◆ Directions for this task ◆
Your answer should consist of the lines in the following data that contain "stream".

====== Listed entries ======

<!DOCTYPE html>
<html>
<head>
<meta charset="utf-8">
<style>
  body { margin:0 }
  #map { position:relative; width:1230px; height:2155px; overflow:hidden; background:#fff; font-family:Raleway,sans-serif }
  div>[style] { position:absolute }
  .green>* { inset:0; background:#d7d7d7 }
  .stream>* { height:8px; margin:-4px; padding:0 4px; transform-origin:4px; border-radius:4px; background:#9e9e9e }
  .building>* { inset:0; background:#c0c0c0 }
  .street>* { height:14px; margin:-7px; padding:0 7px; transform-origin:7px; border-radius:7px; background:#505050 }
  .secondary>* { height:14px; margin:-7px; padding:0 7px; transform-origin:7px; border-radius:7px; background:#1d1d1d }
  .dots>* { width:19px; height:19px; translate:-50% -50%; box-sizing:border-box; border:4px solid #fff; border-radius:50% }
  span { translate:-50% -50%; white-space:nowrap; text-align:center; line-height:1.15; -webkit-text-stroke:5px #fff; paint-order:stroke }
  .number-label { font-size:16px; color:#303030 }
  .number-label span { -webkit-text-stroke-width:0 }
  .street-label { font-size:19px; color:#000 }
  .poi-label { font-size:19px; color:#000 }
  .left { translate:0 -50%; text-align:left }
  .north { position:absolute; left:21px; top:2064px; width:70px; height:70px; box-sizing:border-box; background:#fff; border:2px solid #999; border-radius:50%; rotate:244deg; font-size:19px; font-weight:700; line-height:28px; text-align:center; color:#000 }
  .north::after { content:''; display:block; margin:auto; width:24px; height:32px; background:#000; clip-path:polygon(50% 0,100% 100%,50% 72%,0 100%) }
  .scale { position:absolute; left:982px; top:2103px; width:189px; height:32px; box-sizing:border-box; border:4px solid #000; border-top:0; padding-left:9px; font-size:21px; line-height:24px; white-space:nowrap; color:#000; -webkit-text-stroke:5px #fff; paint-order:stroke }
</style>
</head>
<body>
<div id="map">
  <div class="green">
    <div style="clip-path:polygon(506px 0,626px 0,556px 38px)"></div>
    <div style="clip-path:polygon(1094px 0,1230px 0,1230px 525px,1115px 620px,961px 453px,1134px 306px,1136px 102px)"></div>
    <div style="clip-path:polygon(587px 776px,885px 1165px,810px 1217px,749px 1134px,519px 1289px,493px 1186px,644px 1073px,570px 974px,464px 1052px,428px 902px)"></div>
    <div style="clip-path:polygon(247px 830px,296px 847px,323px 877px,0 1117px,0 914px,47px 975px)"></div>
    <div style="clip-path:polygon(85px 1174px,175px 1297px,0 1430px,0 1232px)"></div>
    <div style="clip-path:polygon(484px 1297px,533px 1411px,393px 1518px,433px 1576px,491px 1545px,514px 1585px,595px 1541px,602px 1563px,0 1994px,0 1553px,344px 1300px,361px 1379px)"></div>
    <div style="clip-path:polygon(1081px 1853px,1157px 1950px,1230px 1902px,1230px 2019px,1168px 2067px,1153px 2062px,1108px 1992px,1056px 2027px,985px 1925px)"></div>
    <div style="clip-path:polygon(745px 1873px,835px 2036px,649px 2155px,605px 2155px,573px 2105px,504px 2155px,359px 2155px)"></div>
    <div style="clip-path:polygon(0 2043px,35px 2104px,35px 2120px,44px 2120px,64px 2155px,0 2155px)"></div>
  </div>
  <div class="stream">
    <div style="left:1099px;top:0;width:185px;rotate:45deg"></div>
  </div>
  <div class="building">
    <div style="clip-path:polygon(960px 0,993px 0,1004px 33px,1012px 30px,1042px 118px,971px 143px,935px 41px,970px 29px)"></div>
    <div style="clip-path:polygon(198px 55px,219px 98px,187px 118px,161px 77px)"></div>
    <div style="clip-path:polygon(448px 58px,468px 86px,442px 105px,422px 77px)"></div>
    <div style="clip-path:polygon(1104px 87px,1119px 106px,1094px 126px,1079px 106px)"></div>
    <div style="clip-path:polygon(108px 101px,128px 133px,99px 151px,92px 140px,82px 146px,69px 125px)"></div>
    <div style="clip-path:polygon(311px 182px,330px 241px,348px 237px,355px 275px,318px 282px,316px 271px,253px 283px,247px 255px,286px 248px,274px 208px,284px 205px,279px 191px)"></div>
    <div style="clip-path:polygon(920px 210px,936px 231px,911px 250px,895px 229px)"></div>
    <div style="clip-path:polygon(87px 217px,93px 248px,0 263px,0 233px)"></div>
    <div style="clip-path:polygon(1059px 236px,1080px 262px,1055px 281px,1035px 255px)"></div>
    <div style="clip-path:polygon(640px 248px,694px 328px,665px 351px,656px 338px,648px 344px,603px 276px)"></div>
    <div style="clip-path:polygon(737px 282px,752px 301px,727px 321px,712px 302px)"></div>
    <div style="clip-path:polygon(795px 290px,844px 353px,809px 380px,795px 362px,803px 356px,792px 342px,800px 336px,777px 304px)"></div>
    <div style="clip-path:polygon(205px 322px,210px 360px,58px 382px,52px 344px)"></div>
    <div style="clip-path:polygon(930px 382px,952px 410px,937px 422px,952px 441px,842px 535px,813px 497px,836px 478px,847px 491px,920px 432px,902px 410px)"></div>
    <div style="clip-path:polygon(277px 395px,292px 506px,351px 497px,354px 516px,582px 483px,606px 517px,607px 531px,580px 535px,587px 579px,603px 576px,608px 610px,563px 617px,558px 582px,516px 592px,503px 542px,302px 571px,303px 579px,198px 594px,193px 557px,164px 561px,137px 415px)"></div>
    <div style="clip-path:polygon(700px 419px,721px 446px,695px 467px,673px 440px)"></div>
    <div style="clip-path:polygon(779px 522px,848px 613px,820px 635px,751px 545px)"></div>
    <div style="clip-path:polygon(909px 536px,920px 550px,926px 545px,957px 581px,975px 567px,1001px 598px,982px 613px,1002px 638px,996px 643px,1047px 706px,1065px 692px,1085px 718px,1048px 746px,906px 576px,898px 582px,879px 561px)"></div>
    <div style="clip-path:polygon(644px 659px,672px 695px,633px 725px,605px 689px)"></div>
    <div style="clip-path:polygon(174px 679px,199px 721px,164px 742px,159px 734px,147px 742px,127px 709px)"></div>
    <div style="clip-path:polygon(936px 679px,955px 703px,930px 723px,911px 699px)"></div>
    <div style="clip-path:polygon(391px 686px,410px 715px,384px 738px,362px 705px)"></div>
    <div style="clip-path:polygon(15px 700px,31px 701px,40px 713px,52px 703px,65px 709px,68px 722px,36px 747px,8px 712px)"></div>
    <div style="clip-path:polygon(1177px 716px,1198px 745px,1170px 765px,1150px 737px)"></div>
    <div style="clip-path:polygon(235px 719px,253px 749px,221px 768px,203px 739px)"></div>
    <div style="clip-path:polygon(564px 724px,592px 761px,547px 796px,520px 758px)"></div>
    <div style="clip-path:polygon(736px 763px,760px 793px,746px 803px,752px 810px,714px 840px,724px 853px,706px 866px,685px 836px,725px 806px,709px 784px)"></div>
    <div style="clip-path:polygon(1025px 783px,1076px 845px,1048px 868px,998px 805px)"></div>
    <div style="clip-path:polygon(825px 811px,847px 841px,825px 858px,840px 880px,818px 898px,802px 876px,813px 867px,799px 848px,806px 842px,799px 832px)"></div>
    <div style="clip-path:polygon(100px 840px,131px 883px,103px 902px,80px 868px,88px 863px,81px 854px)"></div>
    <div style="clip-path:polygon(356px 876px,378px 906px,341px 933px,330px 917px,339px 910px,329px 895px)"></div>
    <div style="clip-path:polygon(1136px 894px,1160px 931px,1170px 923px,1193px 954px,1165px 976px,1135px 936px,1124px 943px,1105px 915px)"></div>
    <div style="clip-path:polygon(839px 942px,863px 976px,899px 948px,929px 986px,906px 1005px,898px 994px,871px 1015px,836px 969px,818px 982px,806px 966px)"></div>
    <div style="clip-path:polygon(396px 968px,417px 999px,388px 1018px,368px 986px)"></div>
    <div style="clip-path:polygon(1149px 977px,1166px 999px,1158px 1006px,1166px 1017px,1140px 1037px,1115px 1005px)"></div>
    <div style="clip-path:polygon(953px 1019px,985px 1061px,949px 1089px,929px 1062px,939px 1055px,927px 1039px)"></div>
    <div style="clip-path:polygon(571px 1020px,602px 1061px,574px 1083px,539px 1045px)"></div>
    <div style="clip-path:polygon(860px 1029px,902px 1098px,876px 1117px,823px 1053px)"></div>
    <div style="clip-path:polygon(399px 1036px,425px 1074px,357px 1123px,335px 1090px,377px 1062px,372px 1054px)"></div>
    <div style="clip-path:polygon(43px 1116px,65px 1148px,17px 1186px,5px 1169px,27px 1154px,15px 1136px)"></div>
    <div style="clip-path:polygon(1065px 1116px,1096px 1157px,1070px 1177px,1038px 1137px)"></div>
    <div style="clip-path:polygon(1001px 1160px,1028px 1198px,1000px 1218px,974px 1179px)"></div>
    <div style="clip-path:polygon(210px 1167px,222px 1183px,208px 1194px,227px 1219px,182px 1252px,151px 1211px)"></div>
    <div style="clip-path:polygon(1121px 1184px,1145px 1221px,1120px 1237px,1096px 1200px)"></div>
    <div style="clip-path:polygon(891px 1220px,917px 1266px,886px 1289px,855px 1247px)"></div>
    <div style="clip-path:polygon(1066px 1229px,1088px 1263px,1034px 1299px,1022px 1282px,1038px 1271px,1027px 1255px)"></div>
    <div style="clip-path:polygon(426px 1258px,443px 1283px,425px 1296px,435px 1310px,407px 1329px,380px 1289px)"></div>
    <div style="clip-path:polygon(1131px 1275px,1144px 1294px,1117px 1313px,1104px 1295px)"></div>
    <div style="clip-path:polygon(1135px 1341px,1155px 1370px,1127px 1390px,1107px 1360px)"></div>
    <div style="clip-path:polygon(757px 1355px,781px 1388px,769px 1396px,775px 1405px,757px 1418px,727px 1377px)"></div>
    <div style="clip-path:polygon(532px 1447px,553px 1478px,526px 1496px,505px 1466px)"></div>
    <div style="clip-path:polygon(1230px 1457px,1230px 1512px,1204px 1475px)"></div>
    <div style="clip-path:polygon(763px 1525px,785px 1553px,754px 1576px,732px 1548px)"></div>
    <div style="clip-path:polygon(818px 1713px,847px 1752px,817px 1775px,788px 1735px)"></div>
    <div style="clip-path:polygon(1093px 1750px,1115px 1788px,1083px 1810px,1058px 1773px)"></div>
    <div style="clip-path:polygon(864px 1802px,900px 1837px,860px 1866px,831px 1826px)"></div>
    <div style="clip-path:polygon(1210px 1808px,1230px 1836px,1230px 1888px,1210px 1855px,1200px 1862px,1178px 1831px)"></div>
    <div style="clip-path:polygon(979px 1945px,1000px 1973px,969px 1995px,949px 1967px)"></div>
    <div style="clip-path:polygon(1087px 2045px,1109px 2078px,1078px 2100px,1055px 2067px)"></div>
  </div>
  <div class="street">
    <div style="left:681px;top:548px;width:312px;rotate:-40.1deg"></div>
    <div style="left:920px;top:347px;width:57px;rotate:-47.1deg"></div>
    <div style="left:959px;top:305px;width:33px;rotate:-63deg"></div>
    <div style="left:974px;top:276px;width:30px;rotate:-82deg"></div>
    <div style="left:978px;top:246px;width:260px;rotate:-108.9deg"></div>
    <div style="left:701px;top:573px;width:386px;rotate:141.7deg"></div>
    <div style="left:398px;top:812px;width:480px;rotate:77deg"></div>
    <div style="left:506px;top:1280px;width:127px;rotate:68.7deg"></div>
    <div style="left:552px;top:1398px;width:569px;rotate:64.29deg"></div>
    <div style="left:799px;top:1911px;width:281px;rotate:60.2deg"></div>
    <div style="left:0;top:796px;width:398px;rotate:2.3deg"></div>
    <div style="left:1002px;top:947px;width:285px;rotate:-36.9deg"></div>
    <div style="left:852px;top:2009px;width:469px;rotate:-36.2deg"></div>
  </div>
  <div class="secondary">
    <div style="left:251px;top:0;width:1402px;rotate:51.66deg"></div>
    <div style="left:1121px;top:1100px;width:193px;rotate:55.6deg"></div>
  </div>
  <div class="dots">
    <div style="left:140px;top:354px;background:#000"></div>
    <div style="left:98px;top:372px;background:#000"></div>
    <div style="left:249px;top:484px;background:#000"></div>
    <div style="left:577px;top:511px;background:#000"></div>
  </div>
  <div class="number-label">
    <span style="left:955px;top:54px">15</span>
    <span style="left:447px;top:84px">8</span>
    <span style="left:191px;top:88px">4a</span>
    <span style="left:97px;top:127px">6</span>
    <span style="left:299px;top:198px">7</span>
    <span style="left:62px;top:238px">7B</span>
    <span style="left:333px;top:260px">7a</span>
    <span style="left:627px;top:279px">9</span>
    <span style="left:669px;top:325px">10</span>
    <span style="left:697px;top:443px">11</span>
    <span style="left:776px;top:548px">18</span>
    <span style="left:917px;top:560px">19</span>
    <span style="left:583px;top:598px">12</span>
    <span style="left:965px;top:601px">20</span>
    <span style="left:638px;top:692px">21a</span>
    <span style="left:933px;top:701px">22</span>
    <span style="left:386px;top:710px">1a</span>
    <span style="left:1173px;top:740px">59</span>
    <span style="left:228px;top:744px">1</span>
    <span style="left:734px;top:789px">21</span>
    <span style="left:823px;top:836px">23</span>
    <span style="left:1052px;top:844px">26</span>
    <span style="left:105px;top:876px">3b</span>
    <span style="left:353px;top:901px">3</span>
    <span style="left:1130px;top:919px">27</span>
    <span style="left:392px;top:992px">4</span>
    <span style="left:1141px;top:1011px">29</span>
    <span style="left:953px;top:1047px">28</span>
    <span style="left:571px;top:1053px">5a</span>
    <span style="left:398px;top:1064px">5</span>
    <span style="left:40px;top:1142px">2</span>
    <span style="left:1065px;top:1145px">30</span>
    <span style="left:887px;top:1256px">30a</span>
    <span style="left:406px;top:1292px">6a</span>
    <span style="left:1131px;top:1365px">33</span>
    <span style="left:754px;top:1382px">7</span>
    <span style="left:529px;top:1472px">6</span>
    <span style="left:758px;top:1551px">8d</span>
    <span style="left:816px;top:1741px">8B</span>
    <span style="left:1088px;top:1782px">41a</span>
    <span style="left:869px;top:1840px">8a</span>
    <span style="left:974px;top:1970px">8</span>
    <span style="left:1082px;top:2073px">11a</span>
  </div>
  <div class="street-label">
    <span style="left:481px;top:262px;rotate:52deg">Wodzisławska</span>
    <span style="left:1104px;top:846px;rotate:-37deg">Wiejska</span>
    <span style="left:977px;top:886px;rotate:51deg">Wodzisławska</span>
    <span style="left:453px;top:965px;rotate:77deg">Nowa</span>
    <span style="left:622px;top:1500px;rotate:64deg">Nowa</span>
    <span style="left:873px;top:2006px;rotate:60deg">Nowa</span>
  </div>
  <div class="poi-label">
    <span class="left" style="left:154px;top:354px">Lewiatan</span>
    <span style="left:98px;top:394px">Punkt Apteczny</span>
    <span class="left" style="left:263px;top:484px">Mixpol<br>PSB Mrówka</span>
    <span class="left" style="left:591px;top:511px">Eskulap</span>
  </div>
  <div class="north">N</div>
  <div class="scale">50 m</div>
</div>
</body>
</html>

======

◆ Written reply ◆
  .stream>* { height:8px; margin:-4px; padding:0 4px; transform-origin:4px; border-radius:4px; background:#9e9e9e }
  <div class="stream">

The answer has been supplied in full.